Migration is extremely difficult to rationalise as people usually have penchant to move, often without reason.
ISLAMABAD: This is with reference to Ayesha Siddiqa’s article, “Why places don’t grow” (April 23).
The writer contends that an element of invisibility attracts people from smaller living settlements to cities and towns since in rural areas being visible necessitates a constrained existence in a social space characterised by rigid values and norms. While this might be true for people coming from relatively well-off classes, migration itself is a complex process which is defined by factors as diverse as economic opportunity, education or the desire to live in a seemingly more interesting place.
Migration is something extremely difficult to rationalise as people usually have a penchant to move, often without any reason. I would particularly like to put reverse migration as an example of a scenario that makes it difficult to understand migration. My family chose to move from a village town to a village in the mid-90s just because my father thought it was better to live in a village.

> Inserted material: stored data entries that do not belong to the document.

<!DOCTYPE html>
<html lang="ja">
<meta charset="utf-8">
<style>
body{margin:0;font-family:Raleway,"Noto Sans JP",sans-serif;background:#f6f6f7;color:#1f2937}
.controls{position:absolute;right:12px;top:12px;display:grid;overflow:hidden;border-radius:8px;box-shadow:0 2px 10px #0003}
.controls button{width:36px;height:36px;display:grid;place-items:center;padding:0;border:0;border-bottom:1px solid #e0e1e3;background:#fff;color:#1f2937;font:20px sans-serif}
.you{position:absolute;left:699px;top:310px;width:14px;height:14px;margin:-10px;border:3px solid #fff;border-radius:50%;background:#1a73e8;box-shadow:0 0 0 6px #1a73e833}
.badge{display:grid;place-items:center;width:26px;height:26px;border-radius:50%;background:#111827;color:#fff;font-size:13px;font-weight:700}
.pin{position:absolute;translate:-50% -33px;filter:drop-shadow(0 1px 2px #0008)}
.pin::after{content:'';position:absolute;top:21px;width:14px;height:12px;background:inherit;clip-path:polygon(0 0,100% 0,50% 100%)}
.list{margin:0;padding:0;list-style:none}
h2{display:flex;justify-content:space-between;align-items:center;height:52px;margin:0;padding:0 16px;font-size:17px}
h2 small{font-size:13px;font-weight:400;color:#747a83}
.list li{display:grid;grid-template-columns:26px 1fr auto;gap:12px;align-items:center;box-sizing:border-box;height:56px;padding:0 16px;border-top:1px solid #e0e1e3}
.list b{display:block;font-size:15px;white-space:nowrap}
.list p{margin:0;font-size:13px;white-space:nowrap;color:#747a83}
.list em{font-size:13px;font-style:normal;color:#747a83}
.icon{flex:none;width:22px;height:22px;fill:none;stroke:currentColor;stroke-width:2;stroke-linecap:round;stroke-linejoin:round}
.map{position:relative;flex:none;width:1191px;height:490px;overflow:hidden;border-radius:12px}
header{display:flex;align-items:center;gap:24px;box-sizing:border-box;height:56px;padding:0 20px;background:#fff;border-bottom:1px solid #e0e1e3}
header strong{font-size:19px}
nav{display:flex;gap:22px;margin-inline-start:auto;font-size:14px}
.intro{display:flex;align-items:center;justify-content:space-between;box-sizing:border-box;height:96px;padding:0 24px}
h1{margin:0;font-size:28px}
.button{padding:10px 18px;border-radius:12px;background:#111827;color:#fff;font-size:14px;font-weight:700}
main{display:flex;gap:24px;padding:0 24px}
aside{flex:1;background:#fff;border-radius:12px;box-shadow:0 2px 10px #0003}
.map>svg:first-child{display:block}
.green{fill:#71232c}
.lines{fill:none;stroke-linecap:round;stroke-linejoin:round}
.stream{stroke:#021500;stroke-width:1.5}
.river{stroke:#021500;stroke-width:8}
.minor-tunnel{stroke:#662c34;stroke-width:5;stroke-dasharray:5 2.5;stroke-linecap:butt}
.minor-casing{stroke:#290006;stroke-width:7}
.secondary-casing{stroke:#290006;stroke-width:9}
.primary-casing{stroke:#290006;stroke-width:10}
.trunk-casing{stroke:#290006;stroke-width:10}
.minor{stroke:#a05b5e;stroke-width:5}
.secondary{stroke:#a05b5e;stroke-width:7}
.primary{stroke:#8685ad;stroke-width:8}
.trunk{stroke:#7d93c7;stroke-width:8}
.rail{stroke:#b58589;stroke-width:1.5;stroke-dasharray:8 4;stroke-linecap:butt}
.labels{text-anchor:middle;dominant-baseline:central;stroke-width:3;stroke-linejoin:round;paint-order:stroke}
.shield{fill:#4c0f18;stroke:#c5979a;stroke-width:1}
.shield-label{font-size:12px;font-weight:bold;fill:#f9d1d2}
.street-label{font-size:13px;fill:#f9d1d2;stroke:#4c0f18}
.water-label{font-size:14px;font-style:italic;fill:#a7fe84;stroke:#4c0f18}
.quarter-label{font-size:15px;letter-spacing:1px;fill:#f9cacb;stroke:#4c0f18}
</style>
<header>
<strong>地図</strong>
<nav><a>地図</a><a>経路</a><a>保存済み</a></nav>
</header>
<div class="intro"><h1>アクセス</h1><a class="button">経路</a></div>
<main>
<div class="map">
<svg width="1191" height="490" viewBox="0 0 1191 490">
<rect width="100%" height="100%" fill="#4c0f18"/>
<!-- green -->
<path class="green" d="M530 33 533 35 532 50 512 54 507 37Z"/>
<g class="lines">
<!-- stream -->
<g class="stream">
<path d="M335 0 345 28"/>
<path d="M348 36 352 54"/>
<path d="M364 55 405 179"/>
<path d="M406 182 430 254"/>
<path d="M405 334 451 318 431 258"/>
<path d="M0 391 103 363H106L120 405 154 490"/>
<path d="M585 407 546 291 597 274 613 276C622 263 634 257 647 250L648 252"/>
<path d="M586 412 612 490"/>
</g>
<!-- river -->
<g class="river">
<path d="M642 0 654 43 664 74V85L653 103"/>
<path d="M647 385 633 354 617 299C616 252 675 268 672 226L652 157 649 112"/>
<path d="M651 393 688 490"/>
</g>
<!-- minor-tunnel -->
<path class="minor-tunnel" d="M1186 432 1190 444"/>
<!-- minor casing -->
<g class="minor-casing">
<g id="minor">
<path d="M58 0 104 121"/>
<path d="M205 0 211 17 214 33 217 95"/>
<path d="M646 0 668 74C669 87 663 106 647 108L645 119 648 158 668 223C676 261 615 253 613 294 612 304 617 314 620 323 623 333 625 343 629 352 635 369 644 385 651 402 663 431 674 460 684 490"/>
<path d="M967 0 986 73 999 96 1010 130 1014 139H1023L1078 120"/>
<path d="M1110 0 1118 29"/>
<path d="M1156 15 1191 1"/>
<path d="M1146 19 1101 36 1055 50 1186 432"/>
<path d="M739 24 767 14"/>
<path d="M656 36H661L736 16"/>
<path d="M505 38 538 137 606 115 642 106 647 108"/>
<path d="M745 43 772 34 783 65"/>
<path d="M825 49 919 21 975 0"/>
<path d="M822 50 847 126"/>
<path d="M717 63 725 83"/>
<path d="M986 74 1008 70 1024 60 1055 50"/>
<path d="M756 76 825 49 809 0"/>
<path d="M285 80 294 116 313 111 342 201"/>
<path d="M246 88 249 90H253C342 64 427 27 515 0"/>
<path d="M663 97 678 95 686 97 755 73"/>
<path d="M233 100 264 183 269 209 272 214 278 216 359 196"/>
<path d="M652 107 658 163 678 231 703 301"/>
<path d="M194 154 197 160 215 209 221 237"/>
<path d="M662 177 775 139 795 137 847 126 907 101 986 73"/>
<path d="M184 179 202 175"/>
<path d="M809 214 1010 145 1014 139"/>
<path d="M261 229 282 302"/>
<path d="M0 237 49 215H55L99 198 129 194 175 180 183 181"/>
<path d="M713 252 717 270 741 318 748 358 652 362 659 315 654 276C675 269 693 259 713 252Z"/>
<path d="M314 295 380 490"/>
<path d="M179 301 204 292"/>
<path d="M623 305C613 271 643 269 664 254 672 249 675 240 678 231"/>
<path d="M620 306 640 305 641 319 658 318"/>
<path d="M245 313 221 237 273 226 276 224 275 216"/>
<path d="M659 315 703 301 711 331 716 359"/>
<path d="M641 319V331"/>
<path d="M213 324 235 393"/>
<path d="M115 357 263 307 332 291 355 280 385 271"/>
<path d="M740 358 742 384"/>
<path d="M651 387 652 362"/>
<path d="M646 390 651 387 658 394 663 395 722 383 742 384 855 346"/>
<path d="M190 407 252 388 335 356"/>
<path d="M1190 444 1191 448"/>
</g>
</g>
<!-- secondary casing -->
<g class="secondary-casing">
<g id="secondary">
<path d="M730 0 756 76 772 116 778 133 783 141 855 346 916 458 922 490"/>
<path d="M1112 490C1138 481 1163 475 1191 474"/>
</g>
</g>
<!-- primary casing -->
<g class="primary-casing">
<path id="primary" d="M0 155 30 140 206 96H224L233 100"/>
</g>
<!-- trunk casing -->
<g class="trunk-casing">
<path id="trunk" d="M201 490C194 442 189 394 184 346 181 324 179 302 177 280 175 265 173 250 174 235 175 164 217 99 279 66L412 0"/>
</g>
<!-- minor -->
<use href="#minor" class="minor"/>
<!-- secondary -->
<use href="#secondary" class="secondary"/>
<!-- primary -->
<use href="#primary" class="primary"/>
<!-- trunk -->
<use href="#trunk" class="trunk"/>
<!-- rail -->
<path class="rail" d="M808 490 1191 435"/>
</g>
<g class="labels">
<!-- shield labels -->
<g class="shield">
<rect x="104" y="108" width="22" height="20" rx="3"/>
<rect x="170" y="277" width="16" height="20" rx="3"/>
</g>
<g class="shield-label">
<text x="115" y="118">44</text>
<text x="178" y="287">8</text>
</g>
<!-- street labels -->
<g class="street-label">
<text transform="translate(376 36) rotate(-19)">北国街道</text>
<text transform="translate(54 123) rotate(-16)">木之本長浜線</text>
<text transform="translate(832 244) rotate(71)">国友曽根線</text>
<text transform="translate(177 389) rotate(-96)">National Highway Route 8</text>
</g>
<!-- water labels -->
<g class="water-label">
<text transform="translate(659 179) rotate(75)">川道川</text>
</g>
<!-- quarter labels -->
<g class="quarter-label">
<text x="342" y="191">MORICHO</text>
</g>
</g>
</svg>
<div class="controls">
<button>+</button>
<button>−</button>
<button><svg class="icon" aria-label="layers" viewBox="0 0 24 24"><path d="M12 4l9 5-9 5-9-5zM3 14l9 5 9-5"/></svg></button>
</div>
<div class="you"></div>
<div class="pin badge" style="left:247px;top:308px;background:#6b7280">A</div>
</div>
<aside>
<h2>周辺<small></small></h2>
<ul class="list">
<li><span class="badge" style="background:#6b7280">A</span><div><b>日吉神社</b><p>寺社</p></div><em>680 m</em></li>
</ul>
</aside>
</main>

The last paragraph of the article aptly captures the ways of the elite by putting forth the example of Hina Rabbani Khar (the erstwhile foreign minister of Pakistan). However, the writer then goes on to say that restriction on females are the by-products of elitist morality or their notions of honour and have nothing to do with local cultures. Moreover, the possibility of elite morality profoundly influencing the local cultures is significantly high in rural areas where unlike cities the elite are not compartmentalised. The elite have no exclusive restaurants, schools, cafes, in villages. Their lives and works are inextricably linked to the common people in villages. This is the reason why, I suppose, people will find that attitudes towards women are not that different in villages and cities.
Even at the danger of being refuted, I would not stop from assuming that the article portrays the writer’s own vision of what social life is in Pakistan and serves as an extension/rationalisation of her own choice to not to live in Bahawalpur. Lastly, the title of the article is somehow painfully judgmental as through it, places like Bahawalpur or village settings come to us as static and progress resistant. One might sarcastically ask: how did our cities suddenly become so progressive and liberal and since when did they start offering all possibilities of movement to women?
Kamran Aziz
Published in The Express Tribune, April 26th, 2014.